Tuesday, March 14, 2006

Early Buffy

Having raced through FireFly (I missed a few), we've turned back to Buffy The Vampire Slayer, Season 1, Disc 1. The stars are just beginning to feel their way, "over-acting" one might say, but the audience needs this too. There's no short-cutting past the awkward first steps, much of the time. There's this period of "tuning in" (lots of feedback cycles).

Hitting the ground running is usually only an option if you've done it before. A lot of this Buffy stuff was original spin, even if the material was Old Europe and well worn. California girl as vampire slayer, what a concept (!) -- way too good to just leave alone, that's for sure. Behind these earnest early performances is a sense of commitment, of wanting to get it right, to get past a pilot phase, when so many shows get yanked (TV can be pretty Darwinian).

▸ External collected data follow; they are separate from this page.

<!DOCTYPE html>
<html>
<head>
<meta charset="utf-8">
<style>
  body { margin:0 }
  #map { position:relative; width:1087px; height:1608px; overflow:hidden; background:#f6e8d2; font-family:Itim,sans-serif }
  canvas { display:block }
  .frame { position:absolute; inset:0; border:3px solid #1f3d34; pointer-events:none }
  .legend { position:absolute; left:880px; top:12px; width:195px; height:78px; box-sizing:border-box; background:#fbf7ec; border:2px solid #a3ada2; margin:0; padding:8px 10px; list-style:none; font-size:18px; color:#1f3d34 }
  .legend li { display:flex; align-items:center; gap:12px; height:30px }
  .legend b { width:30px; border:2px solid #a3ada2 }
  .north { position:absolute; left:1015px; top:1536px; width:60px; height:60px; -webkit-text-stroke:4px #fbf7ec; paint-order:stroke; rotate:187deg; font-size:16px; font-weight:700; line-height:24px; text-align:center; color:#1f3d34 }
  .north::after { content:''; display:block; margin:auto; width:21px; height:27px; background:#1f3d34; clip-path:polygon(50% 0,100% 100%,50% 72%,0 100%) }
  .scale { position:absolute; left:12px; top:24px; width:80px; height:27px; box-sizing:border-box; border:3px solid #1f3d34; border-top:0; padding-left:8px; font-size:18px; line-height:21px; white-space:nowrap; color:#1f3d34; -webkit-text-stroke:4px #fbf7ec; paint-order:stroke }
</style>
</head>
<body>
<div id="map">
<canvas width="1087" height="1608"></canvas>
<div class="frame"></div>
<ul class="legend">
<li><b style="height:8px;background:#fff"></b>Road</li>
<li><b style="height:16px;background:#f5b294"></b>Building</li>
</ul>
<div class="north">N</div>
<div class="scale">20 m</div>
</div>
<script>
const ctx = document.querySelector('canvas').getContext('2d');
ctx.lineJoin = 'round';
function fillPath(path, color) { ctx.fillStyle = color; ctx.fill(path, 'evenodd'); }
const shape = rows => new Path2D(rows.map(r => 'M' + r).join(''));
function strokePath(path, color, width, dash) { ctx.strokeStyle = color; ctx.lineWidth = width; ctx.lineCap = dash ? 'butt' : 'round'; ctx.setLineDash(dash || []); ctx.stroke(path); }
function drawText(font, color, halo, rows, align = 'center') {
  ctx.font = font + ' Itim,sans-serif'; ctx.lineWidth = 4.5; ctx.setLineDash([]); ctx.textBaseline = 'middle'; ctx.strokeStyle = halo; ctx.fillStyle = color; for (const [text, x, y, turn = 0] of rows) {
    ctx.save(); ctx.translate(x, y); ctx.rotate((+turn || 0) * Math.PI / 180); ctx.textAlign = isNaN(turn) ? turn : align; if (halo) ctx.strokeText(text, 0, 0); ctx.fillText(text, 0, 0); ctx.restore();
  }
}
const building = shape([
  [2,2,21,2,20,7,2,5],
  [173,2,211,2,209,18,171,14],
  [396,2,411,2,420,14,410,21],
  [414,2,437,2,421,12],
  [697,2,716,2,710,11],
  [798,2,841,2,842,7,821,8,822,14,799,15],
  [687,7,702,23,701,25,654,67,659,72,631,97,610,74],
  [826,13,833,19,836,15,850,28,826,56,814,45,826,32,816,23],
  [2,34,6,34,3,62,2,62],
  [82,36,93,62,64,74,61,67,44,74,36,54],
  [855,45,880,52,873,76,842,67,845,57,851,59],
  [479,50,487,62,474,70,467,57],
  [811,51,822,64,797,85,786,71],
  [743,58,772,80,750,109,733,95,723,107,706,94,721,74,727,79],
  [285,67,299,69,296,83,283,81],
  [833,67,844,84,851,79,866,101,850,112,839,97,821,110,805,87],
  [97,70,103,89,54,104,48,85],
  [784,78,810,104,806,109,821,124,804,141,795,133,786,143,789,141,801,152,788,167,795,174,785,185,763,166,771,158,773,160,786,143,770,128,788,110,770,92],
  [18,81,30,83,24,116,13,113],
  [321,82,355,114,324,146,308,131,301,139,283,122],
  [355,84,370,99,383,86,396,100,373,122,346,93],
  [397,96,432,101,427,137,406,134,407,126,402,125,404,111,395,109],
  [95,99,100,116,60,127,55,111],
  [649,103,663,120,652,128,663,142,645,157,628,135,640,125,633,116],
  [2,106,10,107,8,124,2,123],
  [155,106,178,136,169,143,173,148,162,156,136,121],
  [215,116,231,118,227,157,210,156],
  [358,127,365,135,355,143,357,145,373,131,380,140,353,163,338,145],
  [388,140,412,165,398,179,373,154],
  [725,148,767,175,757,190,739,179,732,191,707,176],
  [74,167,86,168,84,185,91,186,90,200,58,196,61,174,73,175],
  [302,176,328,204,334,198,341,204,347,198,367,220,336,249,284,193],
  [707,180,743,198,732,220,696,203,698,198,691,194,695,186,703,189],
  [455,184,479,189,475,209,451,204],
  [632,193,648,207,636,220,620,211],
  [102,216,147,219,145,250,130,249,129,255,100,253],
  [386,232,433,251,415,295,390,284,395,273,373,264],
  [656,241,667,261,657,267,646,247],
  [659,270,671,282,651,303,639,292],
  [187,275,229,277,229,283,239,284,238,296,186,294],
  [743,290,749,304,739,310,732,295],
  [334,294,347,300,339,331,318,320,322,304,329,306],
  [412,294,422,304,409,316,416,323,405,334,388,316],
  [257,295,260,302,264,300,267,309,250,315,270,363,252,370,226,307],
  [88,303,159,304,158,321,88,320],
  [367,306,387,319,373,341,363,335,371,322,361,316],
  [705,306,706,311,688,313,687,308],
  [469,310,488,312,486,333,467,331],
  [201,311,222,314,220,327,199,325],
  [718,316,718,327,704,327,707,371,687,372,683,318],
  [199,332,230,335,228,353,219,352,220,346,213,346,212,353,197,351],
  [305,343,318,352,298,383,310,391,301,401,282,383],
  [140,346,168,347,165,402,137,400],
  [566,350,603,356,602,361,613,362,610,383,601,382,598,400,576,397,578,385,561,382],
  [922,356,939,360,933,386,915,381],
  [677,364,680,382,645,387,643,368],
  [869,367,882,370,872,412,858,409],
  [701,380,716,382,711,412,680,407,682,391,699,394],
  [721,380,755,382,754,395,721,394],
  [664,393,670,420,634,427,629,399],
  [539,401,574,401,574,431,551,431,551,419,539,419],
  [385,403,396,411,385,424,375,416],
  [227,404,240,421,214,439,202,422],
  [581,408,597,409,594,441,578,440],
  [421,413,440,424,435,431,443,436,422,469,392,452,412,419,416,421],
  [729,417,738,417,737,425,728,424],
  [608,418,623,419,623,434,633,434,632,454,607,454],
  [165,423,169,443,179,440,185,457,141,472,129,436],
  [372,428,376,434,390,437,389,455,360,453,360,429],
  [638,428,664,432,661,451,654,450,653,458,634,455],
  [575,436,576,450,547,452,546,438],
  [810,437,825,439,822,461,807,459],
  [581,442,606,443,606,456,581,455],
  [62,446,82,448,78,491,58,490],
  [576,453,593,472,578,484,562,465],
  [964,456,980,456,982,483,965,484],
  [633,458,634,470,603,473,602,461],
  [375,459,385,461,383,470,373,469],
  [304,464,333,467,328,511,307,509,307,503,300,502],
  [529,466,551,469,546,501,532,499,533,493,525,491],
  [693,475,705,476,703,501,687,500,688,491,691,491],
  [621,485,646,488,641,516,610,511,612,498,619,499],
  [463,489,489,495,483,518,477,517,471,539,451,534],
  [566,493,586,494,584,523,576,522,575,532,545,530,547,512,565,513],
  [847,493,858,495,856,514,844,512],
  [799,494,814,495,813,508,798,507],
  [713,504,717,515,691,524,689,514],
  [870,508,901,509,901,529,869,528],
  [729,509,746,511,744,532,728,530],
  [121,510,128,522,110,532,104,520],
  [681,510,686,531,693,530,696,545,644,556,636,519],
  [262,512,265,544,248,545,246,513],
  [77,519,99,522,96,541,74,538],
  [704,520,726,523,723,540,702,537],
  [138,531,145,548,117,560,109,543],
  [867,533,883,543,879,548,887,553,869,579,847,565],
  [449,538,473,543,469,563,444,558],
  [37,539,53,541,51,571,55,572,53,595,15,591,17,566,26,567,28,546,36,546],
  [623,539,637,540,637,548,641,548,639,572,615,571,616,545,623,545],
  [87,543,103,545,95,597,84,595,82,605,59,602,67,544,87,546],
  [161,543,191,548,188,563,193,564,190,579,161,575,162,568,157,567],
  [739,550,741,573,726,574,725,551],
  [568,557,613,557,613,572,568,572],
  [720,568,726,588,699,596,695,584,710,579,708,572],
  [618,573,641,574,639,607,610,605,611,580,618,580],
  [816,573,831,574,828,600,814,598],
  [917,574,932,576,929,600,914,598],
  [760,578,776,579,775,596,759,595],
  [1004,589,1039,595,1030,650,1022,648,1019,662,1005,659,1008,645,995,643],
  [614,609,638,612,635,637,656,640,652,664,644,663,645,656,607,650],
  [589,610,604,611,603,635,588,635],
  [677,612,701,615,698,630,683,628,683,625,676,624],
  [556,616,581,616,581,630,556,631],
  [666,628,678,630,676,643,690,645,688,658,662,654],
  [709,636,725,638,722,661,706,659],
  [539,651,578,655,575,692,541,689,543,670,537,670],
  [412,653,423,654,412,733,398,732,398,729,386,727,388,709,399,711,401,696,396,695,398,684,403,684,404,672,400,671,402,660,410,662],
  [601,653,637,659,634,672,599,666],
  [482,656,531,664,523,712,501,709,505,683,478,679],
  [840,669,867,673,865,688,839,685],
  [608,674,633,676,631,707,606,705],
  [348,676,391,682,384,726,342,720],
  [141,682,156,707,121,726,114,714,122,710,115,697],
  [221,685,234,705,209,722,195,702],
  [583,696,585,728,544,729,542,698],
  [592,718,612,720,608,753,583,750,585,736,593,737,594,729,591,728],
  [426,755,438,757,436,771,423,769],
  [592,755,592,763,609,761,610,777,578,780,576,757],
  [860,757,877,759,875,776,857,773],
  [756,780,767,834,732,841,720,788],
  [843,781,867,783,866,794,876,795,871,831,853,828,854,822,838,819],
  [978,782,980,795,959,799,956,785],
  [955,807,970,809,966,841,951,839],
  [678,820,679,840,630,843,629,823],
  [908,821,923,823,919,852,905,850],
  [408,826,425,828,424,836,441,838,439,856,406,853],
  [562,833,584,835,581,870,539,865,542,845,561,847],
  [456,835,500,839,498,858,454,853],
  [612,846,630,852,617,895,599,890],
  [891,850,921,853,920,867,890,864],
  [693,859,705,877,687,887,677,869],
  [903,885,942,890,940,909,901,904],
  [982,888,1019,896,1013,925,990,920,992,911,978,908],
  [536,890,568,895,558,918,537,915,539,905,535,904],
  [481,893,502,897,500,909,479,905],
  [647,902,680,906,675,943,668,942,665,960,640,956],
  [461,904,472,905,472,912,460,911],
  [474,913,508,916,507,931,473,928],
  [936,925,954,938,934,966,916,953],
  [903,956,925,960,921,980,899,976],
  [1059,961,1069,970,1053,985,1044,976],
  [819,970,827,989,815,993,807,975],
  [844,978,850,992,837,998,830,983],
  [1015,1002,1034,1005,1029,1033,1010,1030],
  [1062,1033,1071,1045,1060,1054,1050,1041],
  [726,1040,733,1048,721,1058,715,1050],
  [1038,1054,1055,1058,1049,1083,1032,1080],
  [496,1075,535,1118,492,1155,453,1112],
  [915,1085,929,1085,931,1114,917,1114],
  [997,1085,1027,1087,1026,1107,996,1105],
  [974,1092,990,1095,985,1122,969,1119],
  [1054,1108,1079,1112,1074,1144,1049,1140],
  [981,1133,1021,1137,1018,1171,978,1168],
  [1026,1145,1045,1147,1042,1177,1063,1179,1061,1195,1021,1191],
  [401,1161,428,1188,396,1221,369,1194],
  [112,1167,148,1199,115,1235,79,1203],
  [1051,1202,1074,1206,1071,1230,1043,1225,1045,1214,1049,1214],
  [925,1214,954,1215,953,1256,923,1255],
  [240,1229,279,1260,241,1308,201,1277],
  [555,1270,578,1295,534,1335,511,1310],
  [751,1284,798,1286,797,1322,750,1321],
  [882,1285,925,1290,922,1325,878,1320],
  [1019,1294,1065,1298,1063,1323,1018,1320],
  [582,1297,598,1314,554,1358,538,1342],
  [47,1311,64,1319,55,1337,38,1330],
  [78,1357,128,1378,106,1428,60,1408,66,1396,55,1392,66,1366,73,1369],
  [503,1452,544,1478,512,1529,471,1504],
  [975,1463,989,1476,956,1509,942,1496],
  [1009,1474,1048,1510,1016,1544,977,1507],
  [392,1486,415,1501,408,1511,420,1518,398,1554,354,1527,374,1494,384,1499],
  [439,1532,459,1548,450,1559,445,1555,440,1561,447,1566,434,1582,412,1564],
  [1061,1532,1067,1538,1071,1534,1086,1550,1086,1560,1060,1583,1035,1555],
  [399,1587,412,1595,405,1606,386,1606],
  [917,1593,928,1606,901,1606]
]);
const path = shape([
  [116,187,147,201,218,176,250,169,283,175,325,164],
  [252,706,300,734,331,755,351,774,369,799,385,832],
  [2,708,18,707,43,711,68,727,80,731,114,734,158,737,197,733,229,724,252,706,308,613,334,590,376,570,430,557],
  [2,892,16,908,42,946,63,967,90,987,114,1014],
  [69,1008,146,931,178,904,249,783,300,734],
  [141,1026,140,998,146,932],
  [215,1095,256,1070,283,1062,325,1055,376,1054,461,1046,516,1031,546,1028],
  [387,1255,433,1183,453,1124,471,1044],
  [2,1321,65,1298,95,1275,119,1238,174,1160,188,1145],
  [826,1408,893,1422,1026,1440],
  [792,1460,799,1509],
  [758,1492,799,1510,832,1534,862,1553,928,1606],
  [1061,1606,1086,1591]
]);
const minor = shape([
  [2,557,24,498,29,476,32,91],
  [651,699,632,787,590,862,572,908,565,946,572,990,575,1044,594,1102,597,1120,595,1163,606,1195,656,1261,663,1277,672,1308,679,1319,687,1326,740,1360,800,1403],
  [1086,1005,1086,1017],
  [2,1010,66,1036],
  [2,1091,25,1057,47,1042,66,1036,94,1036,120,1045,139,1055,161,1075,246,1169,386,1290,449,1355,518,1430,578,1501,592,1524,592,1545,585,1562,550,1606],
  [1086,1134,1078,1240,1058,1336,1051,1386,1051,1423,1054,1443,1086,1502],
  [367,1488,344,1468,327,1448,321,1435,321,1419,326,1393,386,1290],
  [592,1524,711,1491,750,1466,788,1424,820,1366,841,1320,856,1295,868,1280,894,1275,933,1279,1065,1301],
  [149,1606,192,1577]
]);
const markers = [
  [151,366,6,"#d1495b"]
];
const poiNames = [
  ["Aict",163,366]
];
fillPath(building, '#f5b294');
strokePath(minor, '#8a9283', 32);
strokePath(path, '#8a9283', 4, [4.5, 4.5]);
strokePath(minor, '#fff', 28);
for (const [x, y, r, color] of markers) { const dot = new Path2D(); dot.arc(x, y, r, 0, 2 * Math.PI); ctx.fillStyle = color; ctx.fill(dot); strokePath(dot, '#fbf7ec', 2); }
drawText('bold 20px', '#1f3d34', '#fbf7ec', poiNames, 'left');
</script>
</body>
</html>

And a lot is fully functional right out of the gate in this series (the start of what was to become a seven year run): we're already dealing quite effectively with teen issues, around popularity, the dynamics of study (everyone runs to dear Willow, our future witch), attraction and repulsion, "raging hormones," various mother-daughter scenarios.

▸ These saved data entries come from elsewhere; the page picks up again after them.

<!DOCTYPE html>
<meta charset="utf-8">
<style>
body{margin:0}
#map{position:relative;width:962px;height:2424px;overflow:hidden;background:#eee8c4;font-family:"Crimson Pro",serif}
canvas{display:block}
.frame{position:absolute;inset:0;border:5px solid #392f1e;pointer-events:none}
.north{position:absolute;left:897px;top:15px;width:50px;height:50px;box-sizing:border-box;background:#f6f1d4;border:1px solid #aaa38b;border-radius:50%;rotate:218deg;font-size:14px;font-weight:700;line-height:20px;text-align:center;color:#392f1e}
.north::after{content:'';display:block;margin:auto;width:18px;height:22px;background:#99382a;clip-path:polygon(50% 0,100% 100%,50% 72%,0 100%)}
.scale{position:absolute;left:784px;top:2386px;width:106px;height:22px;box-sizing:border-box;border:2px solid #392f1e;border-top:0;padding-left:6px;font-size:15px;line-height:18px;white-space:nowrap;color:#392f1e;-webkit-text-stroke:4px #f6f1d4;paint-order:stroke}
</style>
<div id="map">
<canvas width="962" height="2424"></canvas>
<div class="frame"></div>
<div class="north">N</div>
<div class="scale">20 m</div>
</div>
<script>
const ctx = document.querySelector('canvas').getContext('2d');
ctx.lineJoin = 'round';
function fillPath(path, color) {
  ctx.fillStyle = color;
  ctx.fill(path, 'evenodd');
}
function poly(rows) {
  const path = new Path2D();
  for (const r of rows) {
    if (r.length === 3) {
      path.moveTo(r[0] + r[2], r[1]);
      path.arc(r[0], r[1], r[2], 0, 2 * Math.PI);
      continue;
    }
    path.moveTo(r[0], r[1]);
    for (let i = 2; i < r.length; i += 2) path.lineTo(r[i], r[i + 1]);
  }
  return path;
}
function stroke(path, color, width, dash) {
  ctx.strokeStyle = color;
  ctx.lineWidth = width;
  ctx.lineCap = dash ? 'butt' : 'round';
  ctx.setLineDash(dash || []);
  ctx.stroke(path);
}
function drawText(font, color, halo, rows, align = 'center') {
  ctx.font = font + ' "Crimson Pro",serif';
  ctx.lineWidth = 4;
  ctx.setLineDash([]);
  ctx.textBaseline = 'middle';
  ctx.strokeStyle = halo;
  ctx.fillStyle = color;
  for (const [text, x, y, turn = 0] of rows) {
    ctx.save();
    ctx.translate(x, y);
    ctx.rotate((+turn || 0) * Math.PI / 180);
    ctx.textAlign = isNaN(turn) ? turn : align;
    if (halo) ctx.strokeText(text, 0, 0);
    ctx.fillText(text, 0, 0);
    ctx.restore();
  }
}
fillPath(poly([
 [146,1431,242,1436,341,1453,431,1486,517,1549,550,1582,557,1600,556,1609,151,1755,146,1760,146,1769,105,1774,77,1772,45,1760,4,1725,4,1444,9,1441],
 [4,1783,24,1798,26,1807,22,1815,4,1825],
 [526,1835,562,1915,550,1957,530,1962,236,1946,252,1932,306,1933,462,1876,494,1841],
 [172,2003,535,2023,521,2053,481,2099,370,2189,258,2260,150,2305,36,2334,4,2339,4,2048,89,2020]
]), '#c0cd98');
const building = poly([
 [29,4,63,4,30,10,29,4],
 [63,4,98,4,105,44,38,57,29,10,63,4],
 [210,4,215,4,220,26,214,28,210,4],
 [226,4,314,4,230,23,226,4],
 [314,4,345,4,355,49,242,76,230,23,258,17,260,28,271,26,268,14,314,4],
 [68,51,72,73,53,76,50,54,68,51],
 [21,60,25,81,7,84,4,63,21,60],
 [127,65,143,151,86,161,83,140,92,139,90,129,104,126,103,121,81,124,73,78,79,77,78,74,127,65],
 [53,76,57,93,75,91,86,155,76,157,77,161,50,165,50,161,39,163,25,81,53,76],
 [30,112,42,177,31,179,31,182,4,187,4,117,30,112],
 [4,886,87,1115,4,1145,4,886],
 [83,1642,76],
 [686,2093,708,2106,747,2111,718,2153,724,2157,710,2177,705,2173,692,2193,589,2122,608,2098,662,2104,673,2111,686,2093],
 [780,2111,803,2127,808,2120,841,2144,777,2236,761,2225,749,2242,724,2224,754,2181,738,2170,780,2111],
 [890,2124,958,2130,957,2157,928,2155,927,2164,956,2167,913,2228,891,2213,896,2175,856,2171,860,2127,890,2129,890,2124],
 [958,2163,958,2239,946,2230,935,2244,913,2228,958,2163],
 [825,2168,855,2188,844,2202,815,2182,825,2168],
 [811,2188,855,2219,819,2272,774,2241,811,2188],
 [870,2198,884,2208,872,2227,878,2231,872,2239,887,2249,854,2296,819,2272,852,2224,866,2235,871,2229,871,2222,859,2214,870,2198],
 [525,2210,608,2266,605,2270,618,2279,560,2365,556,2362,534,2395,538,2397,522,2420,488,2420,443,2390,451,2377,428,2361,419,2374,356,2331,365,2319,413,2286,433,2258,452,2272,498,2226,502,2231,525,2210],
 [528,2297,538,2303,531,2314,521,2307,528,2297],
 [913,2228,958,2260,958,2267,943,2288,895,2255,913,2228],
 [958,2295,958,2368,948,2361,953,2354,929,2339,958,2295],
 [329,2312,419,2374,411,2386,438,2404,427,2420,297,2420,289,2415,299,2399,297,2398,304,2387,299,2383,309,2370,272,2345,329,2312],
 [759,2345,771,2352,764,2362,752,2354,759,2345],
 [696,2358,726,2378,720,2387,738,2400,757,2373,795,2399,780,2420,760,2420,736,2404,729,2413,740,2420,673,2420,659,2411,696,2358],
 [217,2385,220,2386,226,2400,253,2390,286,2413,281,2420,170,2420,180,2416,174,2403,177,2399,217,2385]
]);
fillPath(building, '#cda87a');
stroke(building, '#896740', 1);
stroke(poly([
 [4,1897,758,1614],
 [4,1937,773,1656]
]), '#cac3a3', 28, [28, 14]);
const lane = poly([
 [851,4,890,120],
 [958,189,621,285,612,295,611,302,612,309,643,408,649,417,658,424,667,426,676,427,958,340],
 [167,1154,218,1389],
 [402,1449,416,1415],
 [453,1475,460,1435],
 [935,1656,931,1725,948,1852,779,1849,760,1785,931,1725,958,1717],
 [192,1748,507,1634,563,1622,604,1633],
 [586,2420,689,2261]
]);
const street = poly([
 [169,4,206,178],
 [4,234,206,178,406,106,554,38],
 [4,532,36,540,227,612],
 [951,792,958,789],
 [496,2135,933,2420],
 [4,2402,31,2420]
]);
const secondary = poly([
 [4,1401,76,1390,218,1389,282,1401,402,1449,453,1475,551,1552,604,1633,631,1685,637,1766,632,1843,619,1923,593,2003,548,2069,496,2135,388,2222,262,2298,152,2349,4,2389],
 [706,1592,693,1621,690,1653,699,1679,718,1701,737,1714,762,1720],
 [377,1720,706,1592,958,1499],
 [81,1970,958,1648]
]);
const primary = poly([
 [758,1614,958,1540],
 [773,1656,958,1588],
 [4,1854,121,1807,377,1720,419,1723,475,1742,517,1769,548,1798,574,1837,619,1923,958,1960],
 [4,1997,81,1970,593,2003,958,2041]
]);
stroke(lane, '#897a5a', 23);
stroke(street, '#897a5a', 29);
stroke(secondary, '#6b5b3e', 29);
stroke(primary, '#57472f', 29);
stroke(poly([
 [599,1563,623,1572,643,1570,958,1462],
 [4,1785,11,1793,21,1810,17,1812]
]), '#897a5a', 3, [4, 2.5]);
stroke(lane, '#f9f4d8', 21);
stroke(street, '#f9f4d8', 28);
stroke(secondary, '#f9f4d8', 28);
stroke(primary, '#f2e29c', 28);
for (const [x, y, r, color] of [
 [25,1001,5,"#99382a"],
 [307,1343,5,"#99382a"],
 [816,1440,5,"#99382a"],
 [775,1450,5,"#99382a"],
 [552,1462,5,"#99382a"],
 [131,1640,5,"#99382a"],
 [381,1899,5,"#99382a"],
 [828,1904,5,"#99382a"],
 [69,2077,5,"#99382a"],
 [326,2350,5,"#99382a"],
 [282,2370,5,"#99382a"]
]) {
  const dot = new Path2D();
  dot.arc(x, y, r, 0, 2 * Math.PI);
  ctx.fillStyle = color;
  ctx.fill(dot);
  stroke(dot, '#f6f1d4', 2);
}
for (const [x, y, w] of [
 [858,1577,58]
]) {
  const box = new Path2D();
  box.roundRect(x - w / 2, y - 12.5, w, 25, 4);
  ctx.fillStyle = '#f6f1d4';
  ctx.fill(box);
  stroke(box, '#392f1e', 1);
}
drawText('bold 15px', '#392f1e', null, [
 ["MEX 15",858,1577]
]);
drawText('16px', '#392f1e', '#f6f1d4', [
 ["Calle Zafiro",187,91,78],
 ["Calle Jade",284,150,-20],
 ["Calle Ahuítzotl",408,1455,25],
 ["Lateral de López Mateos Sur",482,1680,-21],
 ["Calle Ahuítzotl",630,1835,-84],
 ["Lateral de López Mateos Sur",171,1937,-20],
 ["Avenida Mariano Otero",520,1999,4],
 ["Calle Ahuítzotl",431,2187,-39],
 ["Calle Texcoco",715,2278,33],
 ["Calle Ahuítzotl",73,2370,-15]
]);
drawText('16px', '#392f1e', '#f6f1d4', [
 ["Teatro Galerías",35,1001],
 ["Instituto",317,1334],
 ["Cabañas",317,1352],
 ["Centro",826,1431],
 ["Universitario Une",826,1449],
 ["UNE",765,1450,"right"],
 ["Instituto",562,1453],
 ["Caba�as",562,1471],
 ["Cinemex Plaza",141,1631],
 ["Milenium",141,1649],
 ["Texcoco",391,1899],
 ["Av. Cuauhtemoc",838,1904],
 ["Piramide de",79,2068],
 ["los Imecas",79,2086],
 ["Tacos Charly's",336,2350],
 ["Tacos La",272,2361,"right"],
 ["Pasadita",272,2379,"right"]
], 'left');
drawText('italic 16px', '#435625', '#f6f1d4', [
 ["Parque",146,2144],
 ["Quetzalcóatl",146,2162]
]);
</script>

Charisma Carpenter is brilliant at portraying the "mean girl" type in her character Cordellia (see also: Mean Girls). She helps anchor the rest of the cast, as her performance is highly polished and credible.

I originally dove in at the start of 3rd season when I first encountered Buffy in my late 40s, so going back to this early stuff is an eye opener. By the time I come in, it's pretty much over with Angel already. She's ready for Riley and then Spike, who, like Cordellia, really adds to our depth perception (having boyfriends be vampires, with an interlude in the military, was a nice arc).

As a storyboard artist of sorts, I appreciate how on-camera talent needs time to grow into a moving picture. When filming the Ken Kesey novel (highly adapted), the actors got time in a ward of their own, and opportunities to hobnob with patients and staff (all this in a real mental hospital, in Salem, Oregon).

If the story is gripping and well crafted, artists find it within themselves to take ownership of a role. This is what happened in the Buffy series -- an inspiration to aspiring writers like me.